**What you have to do**
Using the listing below, report all lines holding the word "white".

[Provided records]

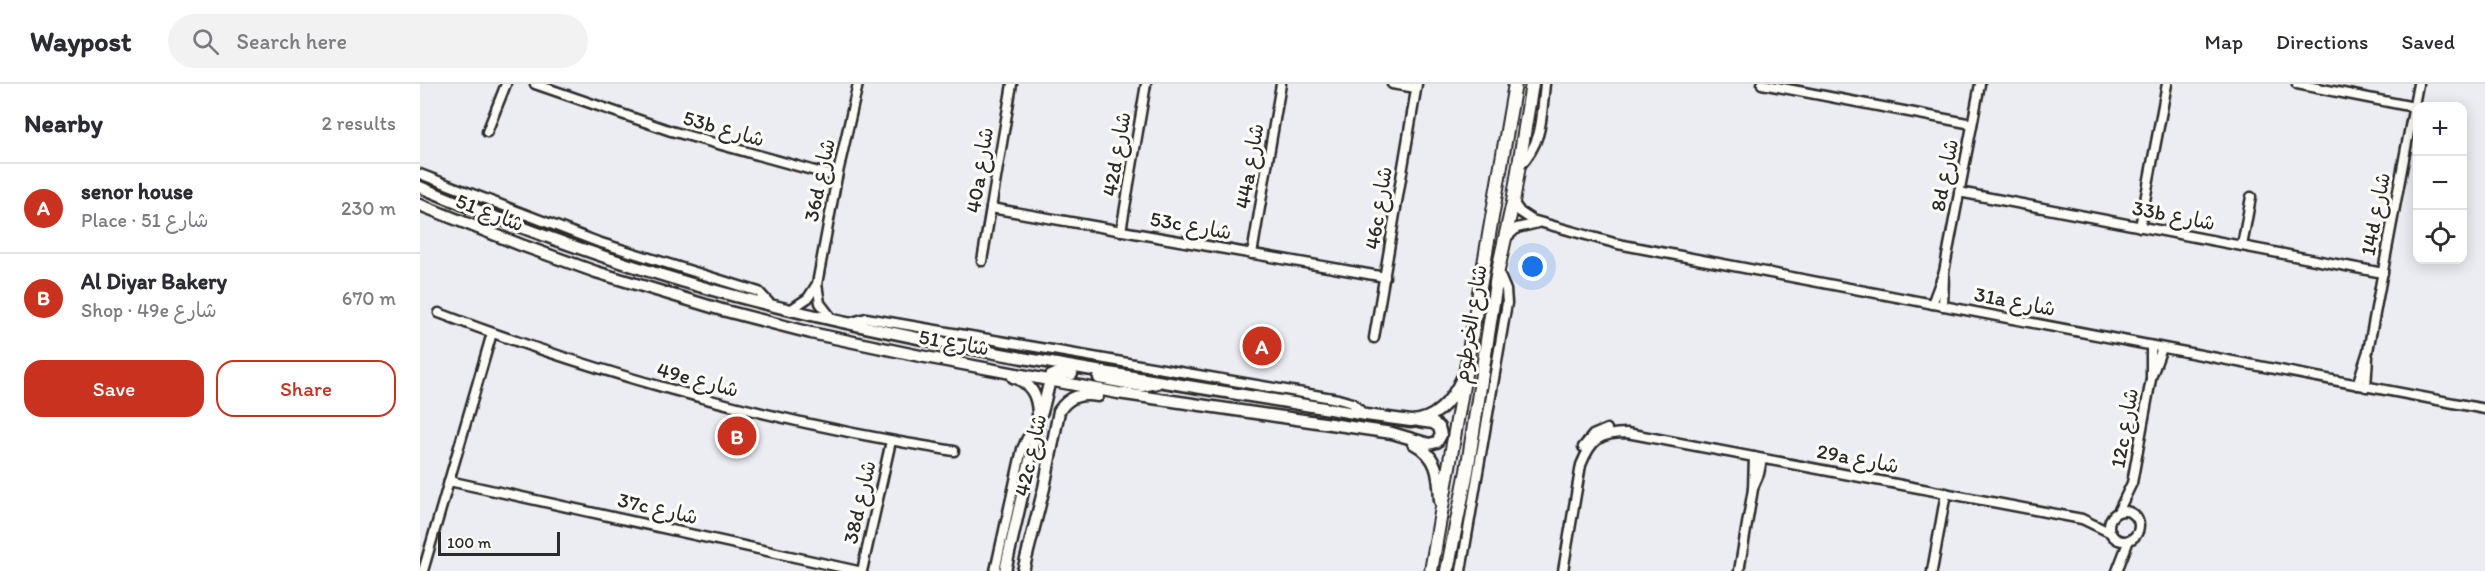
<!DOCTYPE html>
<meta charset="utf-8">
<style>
:root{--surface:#fff;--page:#f2f2f3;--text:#2b2b33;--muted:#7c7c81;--line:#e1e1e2;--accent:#c8321e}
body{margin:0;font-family:Itim,"Playpen Sans Arabic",sans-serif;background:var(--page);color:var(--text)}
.controls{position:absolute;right:18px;top:18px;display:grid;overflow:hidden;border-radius:12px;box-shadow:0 3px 15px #0003}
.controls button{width:54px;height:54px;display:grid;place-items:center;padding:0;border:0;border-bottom:2px solid var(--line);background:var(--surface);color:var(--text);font:30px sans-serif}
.scale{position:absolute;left:18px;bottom:15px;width:122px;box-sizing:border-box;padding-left:6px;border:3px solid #2b2b2b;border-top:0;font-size:16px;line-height:21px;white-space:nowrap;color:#2b2b2b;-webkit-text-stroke:4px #fdfcf7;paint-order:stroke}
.you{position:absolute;left:1113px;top:183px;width:21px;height:21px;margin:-15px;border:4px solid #fff;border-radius:50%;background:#1a73e8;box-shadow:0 0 0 9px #1a73e833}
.badge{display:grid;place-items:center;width:39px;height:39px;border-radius:50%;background:var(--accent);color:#fff;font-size:20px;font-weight:700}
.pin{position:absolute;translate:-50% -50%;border:3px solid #fff;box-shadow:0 2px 6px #0006}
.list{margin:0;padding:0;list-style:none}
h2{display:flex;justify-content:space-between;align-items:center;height:78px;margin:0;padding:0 24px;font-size:26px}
h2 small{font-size:20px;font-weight:400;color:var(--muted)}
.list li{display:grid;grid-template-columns:39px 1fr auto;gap:18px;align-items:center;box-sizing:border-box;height:90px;padding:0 24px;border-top:2px solid var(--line)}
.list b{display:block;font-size:22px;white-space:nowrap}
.list p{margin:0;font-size:20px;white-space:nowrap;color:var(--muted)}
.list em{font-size:20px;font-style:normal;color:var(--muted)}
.actions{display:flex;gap:12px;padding:18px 24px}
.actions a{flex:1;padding:14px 0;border:2px solid var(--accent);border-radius:18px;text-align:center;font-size:21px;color:var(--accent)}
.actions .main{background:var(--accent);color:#fff}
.icon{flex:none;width:33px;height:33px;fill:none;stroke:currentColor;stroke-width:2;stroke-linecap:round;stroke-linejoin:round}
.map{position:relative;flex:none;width:2065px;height:487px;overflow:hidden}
header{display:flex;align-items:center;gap:36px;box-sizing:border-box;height:84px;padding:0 30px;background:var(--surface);border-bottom:2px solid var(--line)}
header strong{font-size:28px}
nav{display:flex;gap:33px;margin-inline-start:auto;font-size:21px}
.search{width:420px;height:54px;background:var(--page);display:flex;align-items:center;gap:15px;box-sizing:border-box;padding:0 21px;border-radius:33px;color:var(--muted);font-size:22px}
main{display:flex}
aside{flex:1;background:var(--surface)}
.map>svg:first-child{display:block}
</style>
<header>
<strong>Waypost</strong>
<div class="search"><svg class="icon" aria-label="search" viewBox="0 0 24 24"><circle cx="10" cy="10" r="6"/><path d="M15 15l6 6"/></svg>Search here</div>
<nav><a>Map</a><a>Directions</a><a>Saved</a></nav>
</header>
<main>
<aside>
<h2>Nearby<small>2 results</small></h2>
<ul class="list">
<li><span class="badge">A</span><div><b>senor house</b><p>Place · شارع 51</p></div><em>230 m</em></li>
<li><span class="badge">B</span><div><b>Al Diyar Bakery</b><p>Shop · 49e شارع</p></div><em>670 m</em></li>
</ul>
<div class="actions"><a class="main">Save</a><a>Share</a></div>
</aside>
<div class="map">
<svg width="2065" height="487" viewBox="0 0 2065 487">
<rect width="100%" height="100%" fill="#ecedf3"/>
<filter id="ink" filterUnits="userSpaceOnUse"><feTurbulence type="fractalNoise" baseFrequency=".0167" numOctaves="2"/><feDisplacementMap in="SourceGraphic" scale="12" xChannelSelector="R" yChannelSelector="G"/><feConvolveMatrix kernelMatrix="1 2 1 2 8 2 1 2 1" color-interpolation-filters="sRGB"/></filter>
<g filter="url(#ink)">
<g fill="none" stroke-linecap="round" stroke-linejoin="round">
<defs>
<g id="minor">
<polyline points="115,0 251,47 417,93"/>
<polyline points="972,0 996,4"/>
<polyline points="1342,0 1552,40"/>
<polyline points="1877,0 1994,23"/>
<polyline points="67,48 86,0"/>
<path d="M 1099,83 C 1124,56 1121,34 1125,0"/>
<polyline points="0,90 178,158 339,208 351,221"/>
<polyline points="1539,108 1963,189"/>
<polyline points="1093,118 1100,128 1112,136 1198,160 2065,325"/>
<polyline points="571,124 965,193"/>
<polyline points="1720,143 1747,0"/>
<polyline points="701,147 726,0"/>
<polyline points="1086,154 1097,144 1118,139"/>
<polyline points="1822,162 1831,113"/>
<polyline points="832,170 861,0"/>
<polyline points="562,177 592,0"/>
<polyline points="1512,220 1524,188 1560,0"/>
<polyline points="1523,222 1524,191"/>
<polyline points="370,226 388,214 397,200"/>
<path d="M 19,229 C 186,293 357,339 534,367"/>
<polyline points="413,236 400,219 397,200 417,93 438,0"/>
<polyline points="429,239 446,234 918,315 932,319 945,331"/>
<polyline points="954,254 997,0"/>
<polyline points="1732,291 1742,264"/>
<polyline points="1937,301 1948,267 1998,0"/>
<polyline points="1946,303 1948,273"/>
<polyline points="1163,363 1173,351 1187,345"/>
<polyline points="29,397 438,487"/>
<polyline points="1333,404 1339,390 1342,375"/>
<circle cx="1704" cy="442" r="15"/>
<polyline points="1698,428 1712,399 1731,295 1731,262"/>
<polyline points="3,487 72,249"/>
<polyline points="442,487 471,357"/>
<polyline points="575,487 602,365 607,354 617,347"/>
<polyline points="1041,487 1087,219 1086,206 1078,187"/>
<path d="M 1143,487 L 1161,381 C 1171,356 1179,349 1207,349 L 1662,435 L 1691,449"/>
<polyline points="1319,487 1333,405 1334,373"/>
<polyline points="1512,487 1526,409"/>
<polyline points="1697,487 1709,456"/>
</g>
<g id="tertiary">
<path d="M 0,103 C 98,144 198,180 300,208 C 511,265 731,295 946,331 L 991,337 C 1017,336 1032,316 1042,294"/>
<polyline points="0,121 101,161 176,188 302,226 391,249 500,272 698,309 972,349 1009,360 1017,358 1021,351 1019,343 1013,339 999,337"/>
<polyline points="679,294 722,302 737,299"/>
<polyline points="622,328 631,292 638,289 652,290"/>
<path d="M 993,359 C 1018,372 1019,391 1020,417"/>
<path d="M 585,487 L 618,341 C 619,319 616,300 593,293"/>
<path d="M 603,487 L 624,404 L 639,327 C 649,312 661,309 678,312"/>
</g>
<g id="secondary">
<polyline points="1011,487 1095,0"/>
<polyline points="1027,487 1047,387 1078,186 1093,118 1112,0"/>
</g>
</defs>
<use href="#minor" stroke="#2b2b2b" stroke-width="13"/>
<use href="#tertiary" stroke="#2b2b2b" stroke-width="15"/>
<use href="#secondary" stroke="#2b2b2b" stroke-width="16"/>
<use href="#minor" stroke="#fdfcf7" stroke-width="8"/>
<use href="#tertiary" stroke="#fdfcf7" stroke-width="10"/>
<use href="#secondary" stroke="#fdfcf7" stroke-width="12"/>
</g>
</g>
<g text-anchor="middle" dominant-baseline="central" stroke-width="6" stroke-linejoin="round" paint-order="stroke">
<g font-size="21" fill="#2b2b2b" stroke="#fdfcf7">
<text transform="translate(304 44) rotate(16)">53b شارع</text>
<text transform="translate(696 70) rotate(-80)">42d شارع</text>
<text transform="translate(829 82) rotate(-80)">44a شارع</text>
<text transform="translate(559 86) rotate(-81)">40a شارع</text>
<text transform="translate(1524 91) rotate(-79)">8d شارع</text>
<text transform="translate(399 96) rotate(-78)">36d شارع</text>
<text transform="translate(958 124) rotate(-81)">46c شارع</text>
<text transform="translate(70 128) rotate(21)">شارع 51</text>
<text transform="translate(1955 130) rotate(-79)">14d شارع</text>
<text transform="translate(1754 131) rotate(11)">33b شارع</text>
<text transform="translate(771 141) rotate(10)">53c شارع</text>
<text transform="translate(1595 217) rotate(11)">31a شارع</text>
<text transform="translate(1050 240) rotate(-81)">شارع الخرطوم</text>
<text transform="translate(534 258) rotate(10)">شارع 51</text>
<text transform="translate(278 295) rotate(15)">49e شارع</text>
<text transform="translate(1704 344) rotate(-80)">12c شارع</text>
<text transform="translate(610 371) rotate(-77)">42c شارع</text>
<text transform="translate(1438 374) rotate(11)">29a شارع</text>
<text transform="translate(439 418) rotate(-77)">38d شارع</text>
<text transform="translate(238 424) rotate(13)">37c شارع</text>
</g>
</g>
</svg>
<div class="controls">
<button>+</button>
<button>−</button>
<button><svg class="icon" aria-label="locate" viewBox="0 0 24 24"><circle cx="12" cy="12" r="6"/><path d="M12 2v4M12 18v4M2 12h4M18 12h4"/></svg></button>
</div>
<div class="scale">100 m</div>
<div class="you"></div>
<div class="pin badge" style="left:842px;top:262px">A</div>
<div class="pin badge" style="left:317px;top:352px">B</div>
</div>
</main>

[/Provided records]

**Solution to the exercise**
.scale{position:absolute;left:18px;bottom:15px;width:122px;box-sizing:border-box;padding-left:6px;border:3px solid #2b2b2b;border-top:0;font-size:16px;line-height:21px;white-space:nowrap;color:#2b2b2b;-webkit-text-stroke:4px #fdfcf7;paint-order:stroke}
.list b{display:block;font-size:22px;white-space:nowrap}
.list p{margin:0;font-size:20px;white-space:nowrap;color:var(--muted)}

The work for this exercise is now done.